A new final solution cheered in the name of solidarity
“Never again” remains a hollow promise to the otherized.
My muse, heavy-hearted, departs from the carnage,
Seeking a dirge for this open tomb called Gaza.
And a tribute to the unbroken spirit of a broken land left
To the whims of men without souls.

 

Oumar Farouk Sesay is a Sierra Leonean poet, playwright, and novelist; he has been published extensively. He works in the private sector, and he is the national coordinator of the World Poetry movement.

 

 

Gopal Lahiri

 

 Shadow Line

 

 I often bend down to collect a few footprints,
in the shapelessness of darkness, I see a shadow,
I pluck one to meet myself in a new time,
It is a process I do not want to forget anymore.

 

At the end of my journey, I always search for
wobbly hands. My mother. The fingers stand like
soft white candles.

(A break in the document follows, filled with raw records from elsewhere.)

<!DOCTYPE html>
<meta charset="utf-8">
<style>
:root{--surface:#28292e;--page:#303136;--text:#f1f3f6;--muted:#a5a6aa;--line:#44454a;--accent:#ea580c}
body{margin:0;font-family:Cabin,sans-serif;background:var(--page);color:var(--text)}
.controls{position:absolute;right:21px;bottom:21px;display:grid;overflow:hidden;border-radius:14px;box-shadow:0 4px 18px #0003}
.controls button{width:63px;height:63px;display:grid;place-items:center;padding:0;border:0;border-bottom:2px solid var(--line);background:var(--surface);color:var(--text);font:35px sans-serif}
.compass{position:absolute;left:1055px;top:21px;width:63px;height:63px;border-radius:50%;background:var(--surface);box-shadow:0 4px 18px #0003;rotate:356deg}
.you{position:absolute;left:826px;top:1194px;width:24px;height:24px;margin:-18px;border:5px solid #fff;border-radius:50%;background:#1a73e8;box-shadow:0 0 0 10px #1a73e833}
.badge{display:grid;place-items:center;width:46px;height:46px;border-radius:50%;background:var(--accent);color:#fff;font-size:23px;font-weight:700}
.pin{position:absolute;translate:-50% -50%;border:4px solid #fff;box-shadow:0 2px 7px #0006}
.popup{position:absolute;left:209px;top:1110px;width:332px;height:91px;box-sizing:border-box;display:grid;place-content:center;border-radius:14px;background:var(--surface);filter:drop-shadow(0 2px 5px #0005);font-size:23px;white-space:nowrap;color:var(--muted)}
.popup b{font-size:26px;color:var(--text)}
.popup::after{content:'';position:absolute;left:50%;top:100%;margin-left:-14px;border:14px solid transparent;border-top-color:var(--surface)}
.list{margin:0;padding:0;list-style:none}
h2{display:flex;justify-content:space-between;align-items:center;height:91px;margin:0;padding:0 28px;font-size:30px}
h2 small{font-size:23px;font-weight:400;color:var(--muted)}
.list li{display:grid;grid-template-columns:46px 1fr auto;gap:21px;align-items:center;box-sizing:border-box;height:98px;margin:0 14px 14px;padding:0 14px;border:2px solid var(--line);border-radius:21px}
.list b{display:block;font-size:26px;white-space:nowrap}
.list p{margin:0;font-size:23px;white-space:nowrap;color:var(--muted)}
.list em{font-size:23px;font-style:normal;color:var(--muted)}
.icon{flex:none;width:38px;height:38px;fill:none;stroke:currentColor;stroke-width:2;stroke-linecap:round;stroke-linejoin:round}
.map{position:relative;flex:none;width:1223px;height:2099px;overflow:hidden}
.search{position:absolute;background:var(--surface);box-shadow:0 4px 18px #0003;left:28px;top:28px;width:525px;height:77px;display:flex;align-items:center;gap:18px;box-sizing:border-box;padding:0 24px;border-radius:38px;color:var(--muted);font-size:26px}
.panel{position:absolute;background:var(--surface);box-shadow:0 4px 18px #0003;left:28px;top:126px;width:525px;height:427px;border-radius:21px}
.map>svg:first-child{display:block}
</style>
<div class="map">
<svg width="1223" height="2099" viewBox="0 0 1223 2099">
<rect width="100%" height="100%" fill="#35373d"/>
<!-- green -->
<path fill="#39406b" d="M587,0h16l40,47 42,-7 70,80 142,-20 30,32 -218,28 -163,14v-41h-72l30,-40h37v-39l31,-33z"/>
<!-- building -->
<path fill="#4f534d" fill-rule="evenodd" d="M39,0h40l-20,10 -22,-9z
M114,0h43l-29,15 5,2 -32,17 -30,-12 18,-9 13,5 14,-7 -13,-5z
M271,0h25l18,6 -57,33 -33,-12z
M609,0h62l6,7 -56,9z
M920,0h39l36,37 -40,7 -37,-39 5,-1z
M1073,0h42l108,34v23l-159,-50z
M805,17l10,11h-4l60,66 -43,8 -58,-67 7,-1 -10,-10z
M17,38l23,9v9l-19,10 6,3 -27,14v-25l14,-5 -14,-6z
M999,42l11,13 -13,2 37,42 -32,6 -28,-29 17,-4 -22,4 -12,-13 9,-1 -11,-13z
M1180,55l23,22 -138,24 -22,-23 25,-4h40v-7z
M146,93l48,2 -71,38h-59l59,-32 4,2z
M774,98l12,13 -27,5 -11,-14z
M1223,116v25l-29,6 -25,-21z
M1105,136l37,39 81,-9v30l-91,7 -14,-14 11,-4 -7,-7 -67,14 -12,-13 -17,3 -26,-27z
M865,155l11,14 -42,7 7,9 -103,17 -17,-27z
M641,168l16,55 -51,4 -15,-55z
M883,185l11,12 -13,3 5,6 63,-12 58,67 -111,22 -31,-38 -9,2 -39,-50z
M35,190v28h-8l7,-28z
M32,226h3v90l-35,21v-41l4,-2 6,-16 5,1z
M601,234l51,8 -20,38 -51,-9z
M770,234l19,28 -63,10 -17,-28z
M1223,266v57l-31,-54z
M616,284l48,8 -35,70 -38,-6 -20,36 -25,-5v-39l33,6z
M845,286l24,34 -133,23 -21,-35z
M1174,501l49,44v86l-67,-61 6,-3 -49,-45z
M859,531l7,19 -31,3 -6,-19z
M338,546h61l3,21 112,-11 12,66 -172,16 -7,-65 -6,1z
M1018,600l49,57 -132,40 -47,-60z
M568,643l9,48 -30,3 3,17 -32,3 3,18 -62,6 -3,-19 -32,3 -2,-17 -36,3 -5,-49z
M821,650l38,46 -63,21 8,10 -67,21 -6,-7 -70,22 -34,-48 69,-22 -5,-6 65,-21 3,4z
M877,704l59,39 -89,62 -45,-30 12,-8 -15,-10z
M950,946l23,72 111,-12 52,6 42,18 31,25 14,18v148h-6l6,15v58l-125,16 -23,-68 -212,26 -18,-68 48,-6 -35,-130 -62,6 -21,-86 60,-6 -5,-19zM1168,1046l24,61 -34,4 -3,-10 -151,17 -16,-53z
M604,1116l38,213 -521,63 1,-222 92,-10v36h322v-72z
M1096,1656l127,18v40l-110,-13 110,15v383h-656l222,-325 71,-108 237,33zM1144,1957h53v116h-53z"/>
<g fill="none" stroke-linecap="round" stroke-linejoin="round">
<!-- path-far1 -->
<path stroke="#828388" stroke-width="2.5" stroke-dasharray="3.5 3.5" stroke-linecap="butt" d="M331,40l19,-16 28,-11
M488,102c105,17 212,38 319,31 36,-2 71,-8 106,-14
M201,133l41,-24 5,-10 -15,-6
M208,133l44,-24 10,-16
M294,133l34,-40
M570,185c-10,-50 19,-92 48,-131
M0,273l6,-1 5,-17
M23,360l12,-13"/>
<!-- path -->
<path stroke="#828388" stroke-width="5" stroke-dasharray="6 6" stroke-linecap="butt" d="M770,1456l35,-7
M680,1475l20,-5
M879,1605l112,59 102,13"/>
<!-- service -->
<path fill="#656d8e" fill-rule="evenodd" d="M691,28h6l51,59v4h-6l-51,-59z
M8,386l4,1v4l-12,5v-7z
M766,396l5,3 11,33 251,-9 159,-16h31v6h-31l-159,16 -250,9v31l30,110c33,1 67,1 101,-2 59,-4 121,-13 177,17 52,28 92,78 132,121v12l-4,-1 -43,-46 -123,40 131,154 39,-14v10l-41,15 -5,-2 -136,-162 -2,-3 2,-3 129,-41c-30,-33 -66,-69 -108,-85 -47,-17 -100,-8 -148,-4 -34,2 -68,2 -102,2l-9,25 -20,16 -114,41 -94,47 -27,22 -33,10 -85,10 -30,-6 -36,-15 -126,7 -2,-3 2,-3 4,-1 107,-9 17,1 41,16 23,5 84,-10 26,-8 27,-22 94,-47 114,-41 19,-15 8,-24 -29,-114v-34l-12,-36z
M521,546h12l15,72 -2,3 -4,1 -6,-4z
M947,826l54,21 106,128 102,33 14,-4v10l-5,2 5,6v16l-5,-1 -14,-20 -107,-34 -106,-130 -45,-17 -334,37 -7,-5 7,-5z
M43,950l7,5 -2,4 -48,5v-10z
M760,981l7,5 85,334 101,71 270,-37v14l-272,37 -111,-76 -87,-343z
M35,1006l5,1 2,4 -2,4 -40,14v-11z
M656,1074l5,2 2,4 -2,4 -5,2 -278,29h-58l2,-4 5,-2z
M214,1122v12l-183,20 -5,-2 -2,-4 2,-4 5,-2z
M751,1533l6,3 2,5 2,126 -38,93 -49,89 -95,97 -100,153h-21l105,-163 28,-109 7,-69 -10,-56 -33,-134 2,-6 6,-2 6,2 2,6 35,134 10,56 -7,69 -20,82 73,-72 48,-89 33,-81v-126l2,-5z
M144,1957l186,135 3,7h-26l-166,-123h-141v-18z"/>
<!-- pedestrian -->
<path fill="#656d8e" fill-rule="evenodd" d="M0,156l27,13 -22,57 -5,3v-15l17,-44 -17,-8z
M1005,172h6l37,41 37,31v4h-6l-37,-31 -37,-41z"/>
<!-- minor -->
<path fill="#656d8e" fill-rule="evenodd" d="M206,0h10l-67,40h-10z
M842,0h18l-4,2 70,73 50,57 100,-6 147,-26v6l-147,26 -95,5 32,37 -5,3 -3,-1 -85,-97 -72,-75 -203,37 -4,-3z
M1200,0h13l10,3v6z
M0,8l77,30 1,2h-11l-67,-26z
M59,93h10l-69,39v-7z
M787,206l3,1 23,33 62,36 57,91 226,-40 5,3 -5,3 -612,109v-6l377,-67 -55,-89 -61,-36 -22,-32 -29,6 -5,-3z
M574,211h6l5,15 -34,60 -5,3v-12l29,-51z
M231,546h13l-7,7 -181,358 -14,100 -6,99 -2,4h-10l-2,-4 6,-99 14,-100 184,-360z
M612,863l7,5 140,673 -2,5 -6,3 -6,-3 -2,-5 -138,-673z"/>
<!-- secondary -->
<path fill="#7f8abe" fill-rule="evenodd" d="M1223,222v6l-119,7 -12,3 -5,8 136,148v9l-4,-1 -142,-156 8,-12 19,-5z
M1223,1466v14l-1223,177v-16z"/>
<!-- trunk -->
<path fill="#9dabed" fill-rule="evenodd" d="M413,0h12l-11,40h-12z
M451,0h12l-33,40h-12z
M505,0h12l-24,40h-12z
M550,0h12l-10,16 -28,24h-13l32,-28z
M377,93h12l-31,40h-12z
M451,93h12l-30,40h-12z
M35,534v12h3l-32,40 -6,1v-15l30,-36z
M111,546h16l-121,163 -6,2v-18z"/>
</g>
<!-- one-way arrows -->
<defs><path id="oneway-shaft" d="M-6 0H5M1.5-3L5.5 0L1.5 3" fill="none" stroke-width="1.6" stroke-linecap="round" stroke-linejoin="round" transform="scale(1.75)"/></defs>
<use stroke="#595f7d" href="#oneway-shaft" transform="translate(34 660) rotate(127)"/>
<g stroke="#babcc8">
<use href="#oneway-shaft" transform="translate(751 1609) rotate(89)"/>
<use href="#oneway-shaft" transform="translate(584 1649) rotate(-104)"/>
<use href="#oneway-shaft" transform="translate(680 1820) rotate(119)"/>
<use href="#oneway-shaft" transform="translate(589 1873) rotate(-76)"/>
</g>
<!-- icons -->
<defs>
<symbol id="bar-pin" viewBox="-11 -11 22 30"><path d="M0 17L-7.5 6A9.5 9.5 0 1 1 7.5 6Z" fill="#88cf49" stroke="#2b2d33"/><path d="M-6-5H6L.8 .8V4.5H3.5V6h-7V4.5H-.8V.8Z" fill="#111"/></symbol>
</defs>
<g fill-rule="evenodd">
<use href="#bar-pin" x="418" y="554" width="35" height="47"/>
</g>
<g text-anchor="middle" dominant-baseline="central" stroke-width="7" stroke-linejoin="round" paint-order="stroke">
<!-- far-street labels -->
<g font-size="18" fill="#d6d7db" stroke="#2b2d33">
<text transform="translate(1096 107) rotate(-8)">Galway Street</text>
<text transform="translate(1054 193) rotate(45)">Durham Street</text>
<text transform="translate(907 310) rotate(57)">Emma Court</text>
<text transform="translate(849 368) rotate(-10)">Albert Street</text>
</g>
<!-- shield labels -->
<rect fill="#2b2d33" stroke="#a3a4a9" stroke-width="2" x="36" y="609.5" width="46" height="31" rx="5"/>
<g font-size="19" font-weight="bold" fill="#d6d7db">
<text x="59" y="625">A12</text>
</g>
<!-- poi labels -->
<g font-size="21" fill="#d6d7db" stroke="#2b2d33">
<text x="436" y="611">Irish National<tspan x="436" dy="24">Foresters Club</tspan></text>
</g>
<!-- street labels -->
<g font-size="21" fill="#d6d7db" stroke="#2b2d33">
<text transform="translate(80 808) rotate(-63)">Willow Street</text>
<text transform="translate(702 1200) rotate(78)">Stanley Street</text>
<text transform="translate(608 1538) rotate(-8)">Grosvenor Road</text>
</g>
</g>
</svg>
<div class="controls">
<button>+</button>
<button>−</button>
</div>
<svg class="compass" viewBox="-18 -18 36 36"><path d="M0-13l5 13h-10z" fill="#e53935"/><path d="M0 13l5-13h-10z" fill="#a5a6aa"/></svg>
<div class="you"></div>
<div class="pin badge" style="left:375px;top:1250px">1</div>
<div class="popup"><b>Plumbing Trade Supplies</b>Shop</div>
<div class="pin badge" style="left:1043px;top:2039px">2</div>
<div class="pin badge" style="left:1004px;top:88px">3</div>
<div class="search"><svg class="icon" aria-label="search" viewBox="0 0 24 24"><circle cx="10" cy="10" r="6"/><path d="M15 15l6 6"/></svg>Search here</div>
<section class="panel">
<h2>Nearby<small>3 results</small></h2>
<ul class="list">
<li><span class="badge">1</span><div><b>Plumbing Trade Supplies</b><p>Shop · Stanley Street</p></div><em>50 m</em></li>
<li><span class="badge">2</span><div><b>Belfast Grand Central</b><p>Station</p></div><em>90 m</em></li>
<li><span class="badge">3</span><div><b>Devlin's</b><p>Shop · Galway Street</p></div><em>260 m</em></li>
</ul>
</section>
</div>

Each togetherness
calms heart and fills the smell of absence.

 

She dips her nib in blue ink, catches my whispers,
the glass, the unseen faces, the ancient night
chisel the forgotten alphabets and syllables,
the prayers unheard, gods never arrive at my doorstep.

 

©gopallahiri

 

Embrace

 

This river is my home.
This sunrise is the colour I permeate,
I sip in the morning.

 

A spoonful of clouds I taste every hour,
I shake a jar and capture the twilight
You can hear ripples becoming sole marks.

 

Here it is like yesterday, like today and tomorrow,
a red line trembles under my name,
my hands become thinning streams.

 

I know to sway and sleep with my eyes open,
crossing the platforms of time,
no lights flicker behind the curtain.

 

You can hear home becomes an embrace,
You can feel that silvery softness.

 

©gopallahiri

 

In Memoriam

 

Under the lampshade, your face glimmers,
your hands are all that protect a family,
friends appear and disappear in time,
tear the veil, summon suspicion.

 

In the emptiness, flapping your prances
you filter out all the distress and fear,
how complacent, how cozy we are,
look how you linger all around!

 

You shine vibrantly, keeping us warm
over time, and through the void,
our eternal joy, our life preserver,
you are not there now. Well, so what?

 

Yor memory splashes in our mind,
gives voice to those without a voice.

©gopallahiri

 

Poetry

 

The daylight is winding down,
and I walk on, over the shoulder of the spring.
carrying the chain of my breaths,
down across the narrow road,

 

I look at the stars, tiny, miniscule, twinkling,
like pincushion holding all of them,
the light blues of their eyes are at the centre.

 

Poetry will come in silence and claim you now,
A few sentences, a few verses of something
bitter, the alphabet of misery, I test it live.

 

I know you are now emptiness; you are air.
my hands are on your invisible shoulder,

 

All is visible and all intangible,
This is what poetry is like.

 

©gopallahiri

 

Gopal Lahiri is a bilingual poet, critic, editor, writer and translator with 29 books published, including eight solo/jointly edited books. His poetry and prose are published across more than seventy journals and anthologies globally. His poems are translated in 16 languages. He has been nominated for Pushcart Prize for poetry in 2021. He has received Setu Excellence Award, Pittsburgh, US, in poetry. Recent Credits: Borderless Journal, Shot Glass Journal, Erato, Indian Literature, Kitaab, Poetry Breakfast, Confluence, Words and Worlds, Dreich, Converse, and elsewhere.